Katara/Algo de filología
ALGO DE FILOLOGÍA
Reposé muy bien aquella noche, a causa sin duda de no haber dormido la anterior y del cansancio del día; pero, a la mañana siguiente, ví que no podría dar un solo paso. Mis pies ya bastante doloridos, con la larga caminata y con las botas de don Miguel, que eran muy duras, se me habían puesto hechos una lástima. Resolví, entonces, quedarme, que fuesen don Miguel y su hijo con los hombres suficientes, a continuar la exploración de la costa. Pude observar que a mi joven amiga, pues como tal debía ya considerarla, le había sido muy grata aquella disposición mía, y se apresuró a repetir sus curaciones, mostrándose cada vez más tierna y cariñosa conmigo; y según iban las cosas, parecía indudable que aquello tendría que concluir muy pronto en un matrimonio fulminante al estilo indígena.

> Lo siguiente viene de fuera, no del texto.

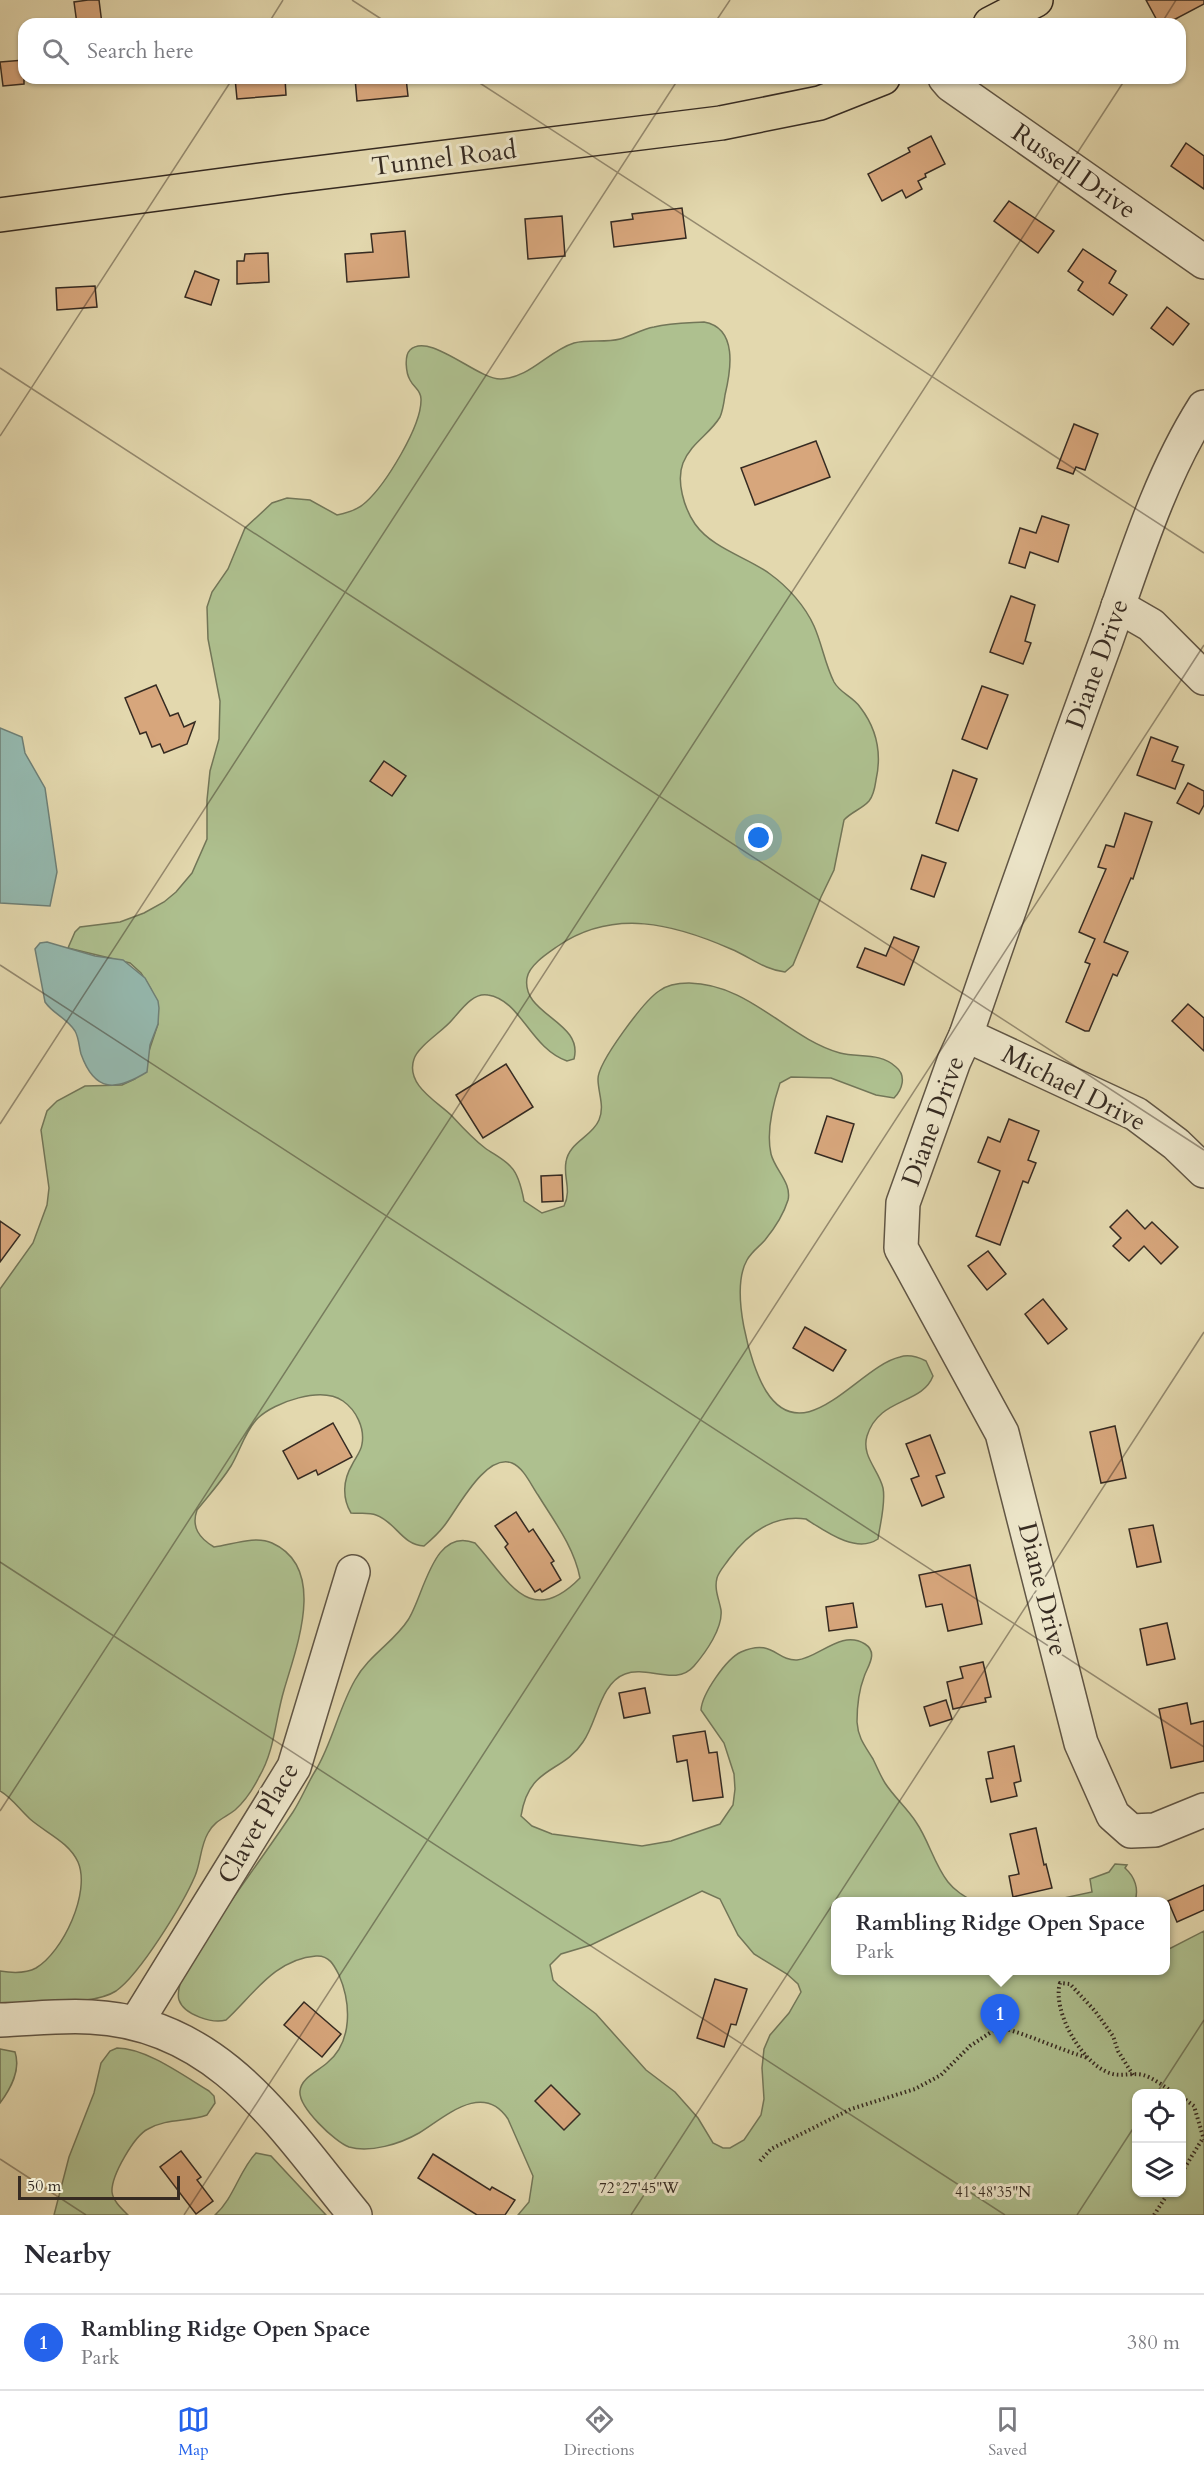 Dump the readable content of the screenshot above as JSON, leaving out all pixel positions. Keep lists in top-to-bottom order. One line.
{"streets":{"main road":["Tunnel Road"],"street":["Russell Drive","Diane Drive","Michael Drive","Clavet Place"]},"crossings":[["Diane Drive","Michael Drive"]],"scale_bar":"50 m","page":{"search":"Search here","popup":["Rambling Ridge Open Space","Park"],"pins":"1","scale":"50 m","heading":"Nearby","list":[{"mark":"1","name":"Rambling Ridge Open Space","note":"Park","value":"380 m"}],"nav":["Map","Directions","Saved"]},"coordinates":["72°27'45\"W","41°48'35\"N"]} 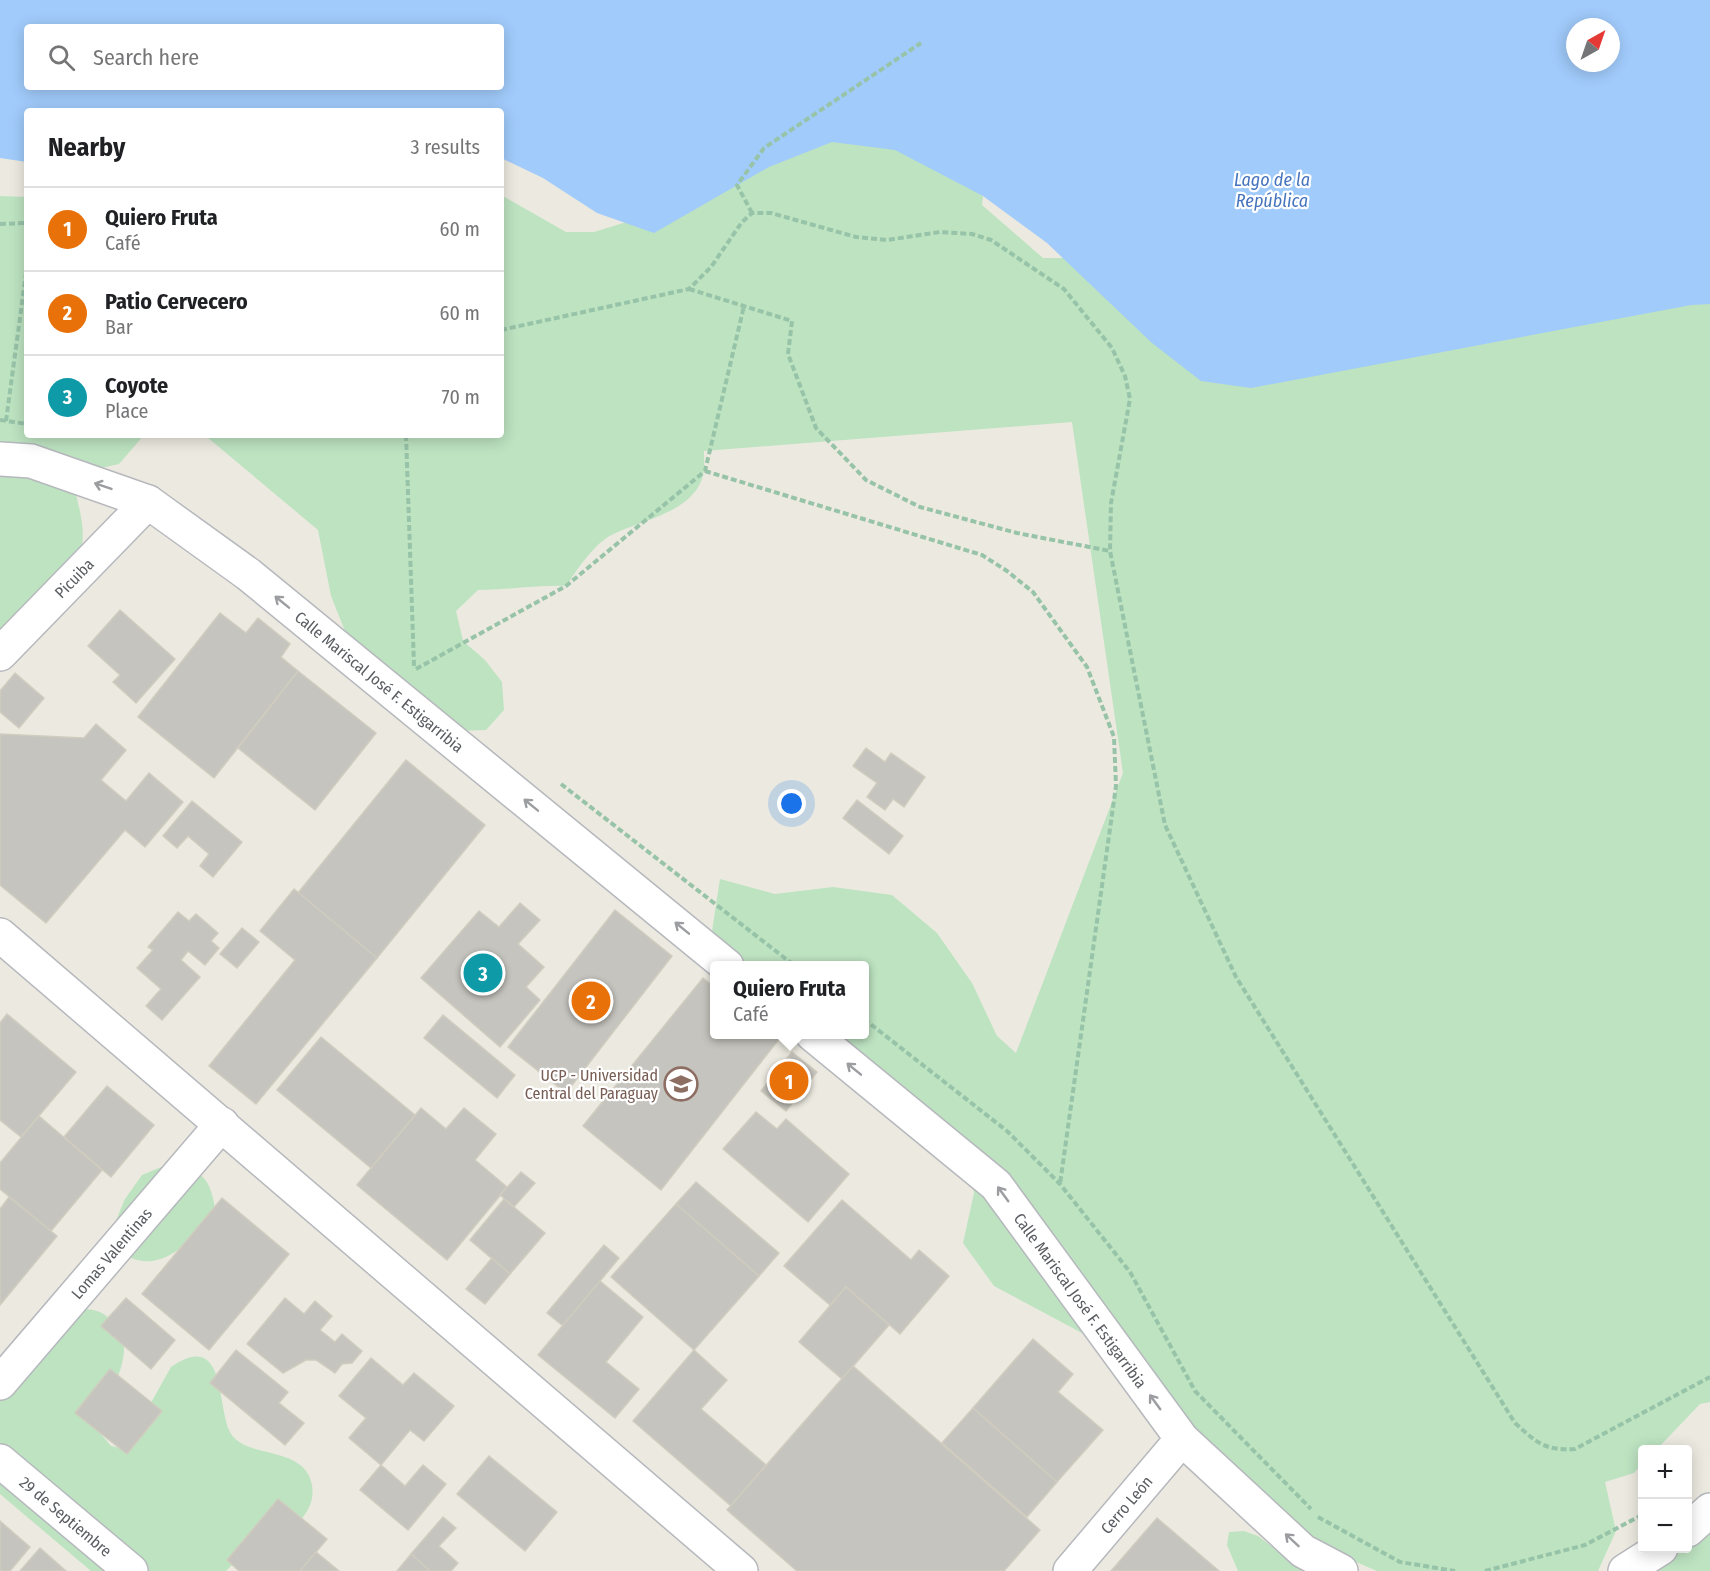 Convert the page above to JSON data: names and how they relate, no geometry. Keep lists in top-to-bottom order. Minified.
{"streets":{"street":["Picuiba","Calle Mariscal José F. Estigarribia","Lomas Valentinas","Cerro León","29 de Septiembre"]},"crossings":[["Picuiba","Calle Mariscal José F. Estigarribia"],["Calle Mariscal José F. Estigarribia","Cerro León"]],"one_way":["Calle Mariscal José F. Estigarribia"],"water":["Lago de la República"],"places":{"school or university":["UCP - Universidad Central del Paraguay"]},"north":"top right","page":{"search":"Search here","heading":["Nearby","3 results"],"list":[{"mark":"1","name":"Quiero Fruta","note":"Café","value":"60 m"},{"mark":"2","name":"Patio Cervecero","note":"Bar","value":"60 m"},{"mark":"3","name":"Coyote","note":"Place","value":"70 m"}],"pins":["3","2","1"],"popup":["Quiero Fruta","Café"],"map_buttons":["+","−"]}}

Después de un frugal alimento con frutas secas, me acomodé a la sombra de un guayabo enorme, en la silla de viaje del sabio inglés, que habíamos recogido en buen estado; y frente a mí, se sentó la isleña en el suelo, teniendo al inteligente Moro en su regazo.
Al poco rato, encontréme rodeado de isleños, de todos sexos y edades, maravillados de verme en aquel asiento, objeto enteramente nuevo para ellos, y vestido con la ropa, por cierto ligerísima, del desgraciado lord. Deseosos de comunicarse conmigo, ellos hablaban y gesticulaban, gesticulaba yo también, y tanto ellos como yo acabábamos por quedarnos en ayunas, como suele decirse; y era necesario que una situación tan violenta acabase de una vez por todas. Ya que sería imposible que yo les enseñase mi idioma, era indispensable que me decidiese a aprender el suyo. Y puse manos a la obra.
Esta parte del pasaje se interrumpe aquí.